Wildness vs. Restraint January 05 2015

 

Slowly but surely, I'm getting to an interesting place with the sculptural work for the mentorship program. Here is a quick "bouquet" I arranged from greenware & bisqued elements (some slip trailed, some hand built). This week I mixed a quick batch of paper clay, using old Laguna Frost casting slip and some paper slurry (water, toilet paper, immersion blender). I've never used paper clay before, but have watched other artists sculpt with it, and I knew it would enable me to build & join the porcelain with more ease. I was definitely able to work the paper clay more aggressively. I treated thin slabs of it like fabric and cut it with scissors to create petals.

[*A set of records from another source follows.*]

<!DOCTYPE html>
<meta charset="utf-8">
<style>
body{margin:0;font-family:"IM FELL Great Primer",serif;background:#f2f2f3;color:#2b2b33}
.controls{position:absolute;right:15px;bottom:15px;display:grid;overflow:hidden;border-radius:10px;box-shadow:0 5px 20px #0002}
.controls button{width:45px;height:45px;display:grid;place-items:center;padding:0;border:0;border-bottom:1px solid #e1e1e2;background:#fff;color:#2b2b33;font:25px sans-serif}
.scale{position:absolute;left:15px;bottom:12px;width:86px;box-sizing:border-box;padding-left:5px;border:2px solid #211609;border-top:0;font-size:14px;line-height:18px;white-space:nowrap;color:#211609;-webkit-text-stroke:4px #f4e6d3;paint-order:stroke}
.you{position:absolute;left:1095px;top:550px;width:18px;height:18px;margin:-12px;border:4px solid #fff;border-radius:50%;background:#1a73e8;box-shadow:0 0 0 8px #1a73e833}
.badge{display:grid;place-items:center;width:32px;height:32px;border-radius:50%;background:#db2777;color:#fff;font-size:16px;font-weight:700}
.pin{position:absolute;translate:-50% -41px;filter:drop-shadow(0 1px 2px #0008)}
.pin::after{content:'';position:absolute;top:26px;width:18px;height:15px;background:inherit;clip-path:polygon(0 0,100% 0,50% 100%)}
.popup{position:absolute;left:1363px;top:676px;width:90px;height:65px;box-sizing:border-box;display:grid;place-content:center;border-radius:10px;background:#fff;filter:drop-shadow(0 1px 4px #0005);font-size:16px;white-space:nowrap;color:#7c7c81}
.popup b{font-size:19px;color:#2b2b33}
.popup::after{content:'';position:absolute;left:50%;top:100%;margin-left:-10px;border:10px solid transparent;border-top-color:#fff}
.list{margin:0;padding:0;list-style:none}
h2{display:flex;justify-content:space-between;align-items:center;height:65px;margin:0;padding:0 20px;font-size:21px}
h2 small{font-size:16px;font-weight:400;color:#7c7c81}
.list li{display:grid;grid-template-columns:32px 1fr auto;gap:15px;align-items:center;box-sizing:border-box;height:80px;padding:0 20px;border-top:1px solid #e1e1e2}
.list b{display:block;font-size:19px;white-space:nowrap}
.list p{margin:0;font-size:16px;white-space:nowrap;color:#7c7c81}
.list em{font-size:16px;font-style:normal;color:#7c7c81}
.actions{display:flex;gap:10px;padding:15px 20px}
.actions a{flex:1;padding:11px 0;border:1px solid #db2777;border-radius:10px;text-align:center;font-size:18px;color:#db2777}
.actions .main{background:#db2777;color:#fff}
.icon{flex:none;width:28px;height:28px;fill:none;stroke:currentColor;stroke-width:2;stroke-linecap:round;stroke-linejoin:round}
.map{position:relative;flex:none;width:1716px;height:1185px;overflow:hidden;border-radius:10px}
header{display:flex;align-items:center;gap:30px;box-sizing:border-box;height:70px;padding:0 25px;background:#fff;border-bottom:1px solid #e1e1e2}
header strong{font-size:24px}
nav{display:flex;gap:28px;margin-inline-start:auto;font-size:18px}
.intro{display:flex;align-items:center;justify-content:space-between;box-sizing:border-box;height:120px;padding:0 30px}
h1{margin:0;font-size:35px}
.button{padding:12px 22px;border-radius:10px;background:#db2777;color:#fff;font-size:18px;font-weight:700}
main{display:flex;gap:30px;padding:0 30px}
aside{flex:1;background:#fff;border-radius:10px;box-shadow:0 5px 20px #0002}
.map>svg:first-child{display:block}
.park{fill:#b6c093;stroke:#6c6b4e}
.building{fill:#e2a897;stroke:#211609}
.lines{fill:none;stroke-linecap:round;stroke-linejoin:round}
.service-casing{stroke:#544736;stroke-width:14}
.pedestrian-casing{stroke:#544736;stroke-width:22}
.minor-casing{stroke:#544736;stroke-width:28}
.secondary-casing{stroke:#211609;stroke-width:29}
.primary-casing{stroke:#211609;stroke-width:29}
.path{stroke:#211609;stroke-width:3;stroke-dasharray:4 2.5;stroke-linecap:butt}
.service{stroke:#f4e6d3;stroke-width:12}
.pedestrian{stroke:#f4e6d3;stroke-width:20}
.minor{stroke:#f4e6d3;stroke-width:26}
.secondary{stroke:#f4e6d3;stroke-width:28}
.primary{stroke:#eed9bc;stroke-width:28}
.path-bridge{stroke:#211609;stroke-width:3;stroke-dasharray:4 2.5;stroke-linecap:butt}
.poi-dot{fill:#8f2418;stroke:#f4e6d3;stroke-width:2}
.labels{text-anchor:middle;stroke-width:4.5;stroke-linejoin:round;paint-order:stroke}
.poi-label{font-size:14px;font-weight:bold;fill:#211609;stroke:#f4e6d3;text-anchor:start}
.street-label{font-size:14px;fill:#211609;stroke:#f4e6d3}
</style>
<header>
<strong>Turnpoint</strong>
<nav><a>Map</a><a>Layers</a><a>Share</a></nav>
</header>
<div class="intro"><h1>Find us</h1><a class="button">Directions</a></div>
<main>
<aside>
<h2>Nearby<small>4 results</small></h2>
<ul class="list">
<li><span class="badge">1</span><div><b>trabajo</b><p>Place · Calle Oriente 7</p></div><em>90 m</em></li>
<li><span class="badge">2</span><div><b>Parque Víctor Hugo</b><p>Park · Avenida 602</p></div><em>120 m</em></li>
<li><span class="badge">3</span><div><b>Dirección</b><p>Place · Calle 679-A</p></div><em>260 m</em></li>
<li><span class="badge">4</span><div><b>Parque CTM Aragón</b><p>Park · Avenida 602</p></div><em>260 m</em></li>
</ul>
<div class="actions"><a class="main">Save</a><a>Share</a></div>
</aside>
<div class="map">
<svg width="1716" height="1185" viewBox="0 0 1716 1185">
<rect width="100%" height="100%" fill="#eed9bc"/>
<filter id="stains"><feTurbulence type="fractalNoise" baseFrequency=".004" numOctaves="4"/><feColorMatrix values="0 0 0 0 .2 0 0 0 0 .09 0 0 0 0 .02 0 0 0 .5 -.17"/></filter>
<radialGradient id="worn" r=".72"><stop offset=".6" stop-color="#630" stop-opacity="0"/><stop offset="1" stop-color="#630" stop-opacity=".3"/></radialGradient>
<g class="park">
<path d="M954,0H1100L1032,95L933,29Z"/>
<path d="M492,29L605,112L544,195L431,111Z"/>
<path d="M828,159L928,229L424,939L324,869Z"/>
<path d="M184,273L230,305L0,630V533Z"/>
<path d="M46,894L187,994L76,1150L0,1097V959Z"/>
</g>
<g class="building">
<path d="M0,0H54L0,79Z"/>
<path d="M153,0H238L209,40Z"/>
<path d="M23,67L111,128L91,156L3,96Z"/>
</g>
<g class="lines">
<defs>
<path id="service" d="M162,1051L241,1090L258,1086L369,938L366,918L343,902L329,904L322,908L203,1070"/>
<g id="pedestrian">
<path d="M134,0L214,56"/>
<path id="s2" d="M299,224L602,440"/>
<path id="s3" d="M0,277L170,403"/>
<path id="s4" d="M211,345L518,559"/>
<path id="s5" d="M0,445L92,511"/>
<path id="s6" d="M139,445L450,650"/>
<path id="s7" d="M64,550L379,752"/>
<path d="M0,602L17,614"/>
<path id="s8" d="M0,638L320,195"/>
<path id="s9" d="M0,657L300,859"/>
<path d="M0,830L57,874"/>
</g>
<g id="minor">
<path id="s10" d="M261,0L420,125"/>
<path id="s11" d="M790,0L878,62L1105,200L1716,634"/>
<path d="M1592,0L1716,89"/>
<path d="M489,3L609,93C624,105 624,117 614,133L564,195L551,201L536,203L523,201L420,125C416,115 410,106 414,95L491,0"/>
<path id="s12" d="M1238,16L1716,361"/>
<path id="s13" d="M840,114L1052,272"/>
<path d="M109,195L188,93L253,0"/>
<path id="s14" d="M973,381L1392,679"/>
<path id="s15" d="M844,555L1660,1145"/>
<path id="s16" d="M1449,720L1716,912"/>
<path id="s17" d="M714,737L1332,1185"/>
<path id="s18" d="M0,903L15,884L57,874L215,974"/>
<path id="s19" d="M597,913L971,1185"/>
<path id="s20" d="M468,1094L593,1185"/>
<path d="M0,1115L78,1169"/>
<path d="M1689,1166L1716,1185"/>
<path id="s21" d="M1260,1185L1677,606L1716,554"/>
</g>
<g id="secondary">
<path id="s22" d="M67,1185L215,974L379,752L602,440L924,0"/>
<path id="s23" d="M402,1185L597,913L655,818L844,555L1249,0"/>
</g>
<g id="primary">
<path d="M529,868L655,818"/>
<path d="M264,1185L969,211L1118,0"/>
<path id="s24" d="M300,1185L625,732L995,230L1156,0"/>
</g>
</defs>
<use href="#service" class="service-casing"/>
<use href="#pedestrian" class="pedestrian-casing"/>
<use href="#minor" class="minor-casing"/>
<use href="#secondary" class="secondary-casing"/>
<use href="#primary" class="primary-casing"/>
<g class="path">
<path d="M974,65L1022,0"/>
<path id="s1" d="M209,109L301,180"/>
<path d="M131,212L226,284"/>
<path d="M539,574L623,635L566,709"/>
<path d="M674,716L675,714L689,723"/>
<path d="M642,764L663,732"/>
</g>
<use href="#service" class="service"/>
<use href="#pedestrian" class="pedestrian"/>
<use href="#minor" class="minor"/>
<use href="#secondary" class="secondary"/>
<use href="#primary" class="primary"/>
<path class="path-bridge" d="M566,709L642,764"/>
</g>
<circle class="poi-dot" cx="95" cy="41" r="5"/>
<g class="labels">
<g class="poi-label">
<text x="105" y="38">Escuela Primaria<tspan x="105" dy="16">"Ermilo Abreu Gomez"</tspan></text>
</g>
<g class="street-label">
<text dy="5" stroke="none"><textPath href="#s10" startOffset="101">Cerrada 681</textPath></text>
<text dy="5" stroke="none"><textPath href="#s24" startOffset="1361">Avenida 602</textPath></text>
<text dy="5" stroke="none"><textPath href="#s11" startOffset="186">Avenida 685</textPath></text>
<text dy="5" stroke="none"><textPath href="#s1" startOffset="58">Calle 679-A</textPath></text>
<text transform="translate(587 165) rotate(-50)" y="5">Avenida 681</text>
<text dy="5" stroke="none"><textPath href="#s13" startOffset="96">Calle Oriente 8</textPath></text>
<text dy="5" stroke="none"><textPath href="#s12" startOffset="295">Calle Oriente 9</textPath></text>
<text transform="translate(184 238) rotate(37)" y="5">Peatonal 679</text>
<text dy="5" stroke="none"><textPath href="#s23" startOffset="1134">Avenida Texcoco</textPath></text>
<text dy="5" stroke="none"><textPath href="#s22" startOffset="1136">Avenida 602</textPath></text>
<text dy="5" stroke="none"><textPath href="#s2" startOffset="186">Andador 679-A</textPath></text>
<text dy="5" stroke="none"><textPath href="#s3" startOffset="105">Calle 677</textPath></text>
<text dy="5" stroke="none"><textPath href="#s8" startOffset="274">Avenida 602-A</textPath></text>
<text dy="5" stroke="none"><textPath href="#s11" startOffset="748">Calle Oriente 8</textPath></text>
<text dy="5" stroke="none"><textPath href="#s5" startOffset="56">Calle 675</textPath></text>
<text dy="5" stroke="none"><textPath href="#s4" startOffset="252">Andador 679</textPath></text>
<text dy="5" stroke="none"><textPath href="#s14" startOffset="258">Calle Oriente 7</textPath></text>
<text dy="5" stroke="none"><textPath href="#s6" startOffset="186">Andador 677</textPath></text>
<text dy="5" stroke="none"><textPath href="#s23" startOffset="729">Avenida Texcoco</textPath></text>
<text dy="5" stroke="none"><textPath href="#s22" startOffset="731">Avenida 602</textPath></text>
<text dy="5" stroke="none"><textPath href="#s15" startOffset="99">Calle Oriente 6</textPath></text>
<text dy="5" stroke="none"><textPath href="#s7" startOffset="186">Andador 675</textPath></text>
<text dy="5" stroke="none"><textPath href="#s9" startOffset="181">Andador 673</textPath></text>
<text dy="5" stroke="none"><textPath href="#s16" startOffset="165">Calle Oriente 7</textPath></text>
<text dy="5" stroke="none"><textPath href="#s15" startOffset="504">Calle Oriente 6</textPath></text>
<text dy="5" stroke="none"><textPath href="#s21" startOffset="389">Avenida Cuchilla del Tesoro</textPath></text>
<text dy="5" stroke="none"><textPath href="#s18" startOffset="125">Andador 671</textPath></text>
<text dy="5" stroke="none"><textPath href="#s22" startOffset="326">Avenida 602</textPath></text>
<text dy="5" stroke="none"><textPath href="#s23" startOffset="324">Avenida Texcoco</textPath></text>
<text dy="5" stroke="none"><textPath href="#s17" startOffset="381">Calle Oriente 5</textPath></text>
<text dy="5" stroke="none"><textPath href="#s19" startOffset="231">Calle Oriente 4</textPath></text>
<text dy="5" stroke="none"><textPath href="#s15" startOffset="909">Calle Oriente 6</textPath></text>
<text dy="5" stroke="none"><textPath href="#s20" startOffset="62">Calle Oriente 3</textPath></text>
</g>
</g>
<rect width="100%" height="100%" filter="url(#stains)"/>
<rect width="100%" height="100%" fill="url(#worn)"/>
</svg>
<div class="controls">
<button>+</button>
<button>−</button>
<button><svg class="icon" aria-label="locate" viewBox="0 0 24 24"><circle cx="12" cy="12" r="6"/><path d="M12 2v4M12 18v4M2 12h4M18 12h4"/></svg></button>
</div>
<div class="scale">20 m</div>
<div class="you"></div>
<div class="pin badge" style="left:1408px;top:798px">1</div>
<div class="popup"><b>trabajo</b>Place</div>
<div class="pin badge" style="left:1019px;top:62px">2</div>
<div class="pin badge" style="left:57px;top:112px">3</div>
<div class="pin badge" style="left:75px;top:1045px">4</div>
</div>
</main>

These are just the first efforts -- blossoms and greenery roughly based off the memory of the plants in the floral nursery where my mom worked when I was young and where I was lucky to spend time every day (our house was right beside the nursery, so essentially I grew up in a flower bed...think 80s bedding plants -- lots of geraniums & petunias). 

 

My second experiment was to create a hybrid of the Laguna Frost casting slip & the paper clay mixture, so I could still draw quickly & gesturally with the bottle of slip, while taking advantage of the strength of the paper clay. This allowed me to make flat components that I could sketch out and then slip together later on & build into three dimensional forms (pods, layers of flower heads). The possibilities of this method are really exciting. I keep veering between wanting to work in a very free and intuitive way, yet all my drawings/concepts are more uptight. When I went back to my sketchbook I saw the words WILDNESS vs. RESTRAINT and yelled, "AHA!" That's my theme, 100%

 

Pictured above is a quick study of what the original elements (just Frost slip, no paper clay added) look like when presented on a bold, painted wall surface (gauche). I'd love to create a whole wall like this, with many porcelain elements integrated onto a wallpapered pattern. Again, wildness vs. restraint.  
Since I have resolved that 2015 is my year of creative & professional development (shouldn't they all be?), alongside the mentorship program, I'm starting an exciting new e-course tomorrow with Molly Hatch & Ben Carter: Think Big! A Branding Series for Ceramic Artists Happy New Year, everyone! What creative goals are you pushing for this year?